What to work on
From the first line to the last, return the data exactly as it stands.

Records supplied
○ ○ ○

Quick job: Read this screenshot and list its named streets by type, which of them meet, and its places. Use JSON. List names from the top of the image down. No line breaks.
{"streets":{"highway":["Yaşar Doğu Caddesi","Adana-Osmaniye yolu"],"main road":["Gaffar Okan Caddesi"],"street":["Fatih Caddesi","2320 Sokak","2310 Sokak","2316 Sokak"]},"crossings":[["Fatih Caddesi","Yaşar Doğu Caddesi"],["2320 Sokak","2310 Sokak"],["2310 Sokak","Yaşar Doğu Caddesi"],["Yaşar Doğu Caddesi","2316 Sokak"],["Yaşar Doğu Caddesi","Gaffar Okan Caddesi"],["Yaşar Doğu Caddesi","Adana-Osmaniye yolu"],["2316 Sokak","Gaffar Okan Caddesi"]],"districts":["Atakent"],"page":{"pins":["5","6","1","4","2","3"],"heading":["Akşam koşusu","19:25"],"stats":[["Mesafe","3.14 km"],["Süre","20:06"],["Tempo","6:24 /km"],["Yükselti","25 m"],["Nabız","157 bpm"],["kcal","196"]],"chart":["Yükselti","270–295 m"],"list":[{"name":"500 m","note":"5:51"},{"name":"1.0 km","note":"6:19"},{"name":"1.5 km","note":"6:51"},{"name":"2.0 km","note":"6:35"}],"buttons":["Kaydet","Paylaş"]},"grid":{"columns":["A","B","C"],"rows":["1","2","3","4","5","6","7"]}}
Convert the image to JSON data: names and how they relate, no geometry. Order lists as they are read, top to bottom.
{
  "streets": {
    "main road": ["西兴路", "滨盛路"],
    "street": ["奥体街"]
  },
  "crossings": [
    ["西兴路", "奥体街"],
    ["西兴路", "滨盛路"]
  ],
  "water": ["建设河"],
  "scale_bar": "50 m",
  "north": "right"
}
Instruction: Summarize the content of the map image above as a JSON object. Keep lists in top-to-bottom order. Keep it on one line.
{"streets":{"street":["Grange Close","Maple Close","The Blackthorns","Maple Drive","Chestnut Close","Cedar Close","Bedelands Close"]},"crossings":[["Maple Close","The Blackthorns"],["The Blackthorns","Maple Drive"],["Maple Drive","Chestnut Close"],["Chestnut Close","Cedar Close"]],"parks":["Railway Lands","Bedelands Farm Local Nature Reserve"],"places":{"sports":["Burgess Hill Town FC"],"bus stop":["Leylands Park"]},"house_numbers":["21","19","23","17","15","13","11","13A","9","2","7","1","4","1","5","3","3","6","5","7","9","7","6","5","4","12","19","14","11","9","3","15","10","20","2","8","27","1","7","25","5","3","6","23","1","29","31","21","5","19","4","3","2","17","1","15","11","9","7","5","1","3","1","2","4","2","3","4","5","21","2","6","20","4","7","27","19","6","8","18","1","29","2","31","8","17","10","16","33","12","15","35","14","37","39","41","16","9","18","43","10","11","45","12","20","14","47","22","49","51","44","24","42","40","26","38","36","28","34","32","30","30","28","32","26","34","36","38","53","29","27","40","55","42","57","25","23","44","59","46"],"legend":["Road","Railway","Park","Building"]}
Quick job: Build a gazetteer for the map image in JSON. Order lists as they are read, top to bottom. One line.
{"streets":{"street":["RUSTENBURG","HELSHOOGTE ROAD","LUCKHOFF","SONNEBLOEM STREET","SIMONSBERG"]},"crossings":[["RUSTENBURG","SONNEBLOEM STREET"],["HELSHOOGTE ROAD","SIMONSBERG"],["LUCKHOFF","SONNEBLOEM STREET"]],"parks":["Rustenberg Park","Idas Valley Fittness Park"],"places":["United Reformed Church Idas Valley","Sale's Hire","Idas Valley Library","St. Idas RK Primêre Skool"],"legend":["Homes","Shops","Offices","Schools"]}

○ ○ ○

Output of the task
Quick job: Read this screenshot and list its named streets by type, which of them meet, and its places. Use JSON. List names from the top of the image down. No line breaks.
{"streets":{"highway":["Yaşar Doğu Caddesi","Adana-Osmaniye yolu"],"main road":["Gaffar Okan Caddesi"],"street":["Fatih Caddesi","2320 Sokak","2310 Sokak","2316 Sokak"]},"crossings":[["Fatih Caddesi","Yaşar Doğu Caddesi"],["2320 Sokak","2310 Sokak"],["2310 Sokak","Yaşar Doğu Caddesi"],["Yaşar Doğu Caddesi","2316 Sokak"],["Yaşar Doğu Caddesi","Gaffar Okan Caddesi"],["Yaşar Doğu Caddesi","Adana-Osmaniye yolu"],["2316 Sokak","Gaffar Okan Caddesi"]],"districts":["Atakent"],"page":{"pins":["5","6","1","4","2","3"],"heading":["Akşam koşusu","19:25"],"stats":[["Mesafe","3.14 km"],["Süre","20:06"],["Tempo","6:24 /km"],["Yükselti","25 m"],["Nabız","157 bpm"],["kcal","196"]],"chart":["Yükselti","270–295 m"],"list":[{"name":"500 m","note":"5:51"},{"name":"1.0 km","note":"6:19"},{"name":"1.5 km","note":"6:51"},{"name":"2.0 km","note":"6:35"}],"buttons":["Kaydet","Paylaş"]},"grid":{"columns":["A","B","C"],"rows":["1","2","3","4","5","6","7"]}}
Convert the image to JSON data: names and how they relate, no geometry. Order lists as they are read, top to bottom.
{
  "streets": {
    "main road": ["西兴路", "滨盛路"],
    "street": ["奥体街"]
  },
  "crossings": [
    ["西兴路", "奥体街"],
    ["西兴路", "滨盛路"]
  ],
  "water": ["建设河"],
  "scale_bar": "50 m",
  "north": "right"
}
Instruction: Summarize the content of the map image above as a JSON object. Keep lists in top-to-bottom order. Keep it on one line.
{"streets":{"street":["Grange Close","Maple Close","The Blackthorns","Maple Drive","Chestnut Close","Cedar Close","Bedelands Close"]},"crossings":[["Maple Close","The Blackthorns"],["The Blackthorns","Maple Drive"],["Maple Drive","Chestnut Close"],["Chestnut Close","Cedar Close"]],"parks":["Railway Lands","Bedelands Farm Local Nature Reserve"],"places":{"sports":["Burgess Hill Town FC"],"bus stop":["Leylands Park"]},"house_numbers":["21","19","23","17","15","13","11","13A","9","2","7","1","4","1","5","3","3","6","5","7","9","7","6","5","4","12","19","14","11","9","3","15","10","20","2","8","27","1","7","25","5","3","6","23","1","29","31","21","5","19","4","3","2","17","1","15","11","9","7","5","1","3","1","2","4","2","3","4","5","21","2","6","20","4","7","27","19","6","8","18","1","29","2","31","8","17","10","16","33","12","15","35","14","37","39","41","16","9","18","43","10","11","45","12","20","14","47","22","49","51","44","24","42","40","26","38","36","28","34","32","30","30","28","32","26","34","36","38","53","29","27","40","55","42","57","25","23","44","59","46"],"legend":["Road","Railway","Park","Building"]}
Quick job: Build a gazetteer for the map image in JSON. Order lists as they are read, top to bottom. One line.
{"streets":{"street":["RUSTENBURG","HELSHOOGTE ROAD","LUCKHOFF","SONNEBLOEM STREET","SIMONSBERG"]},"crossings":[["RUSTENBURG","SONNEBLOEM STREET"],["HELSHOOGTE ROAD","SIMONSBERG"],["LUCKHOFF","SONNEBLOEM STREET"]],"parks":["Rustenberg Park","Idas Valley Fittness Park"],"places":["United Reformed Church Idas Valley","Sale's Hire","Idas Valley Library","St. Idas RK Primêre Skool"],"legend":["Homes","Shops","Offices","Schools"]}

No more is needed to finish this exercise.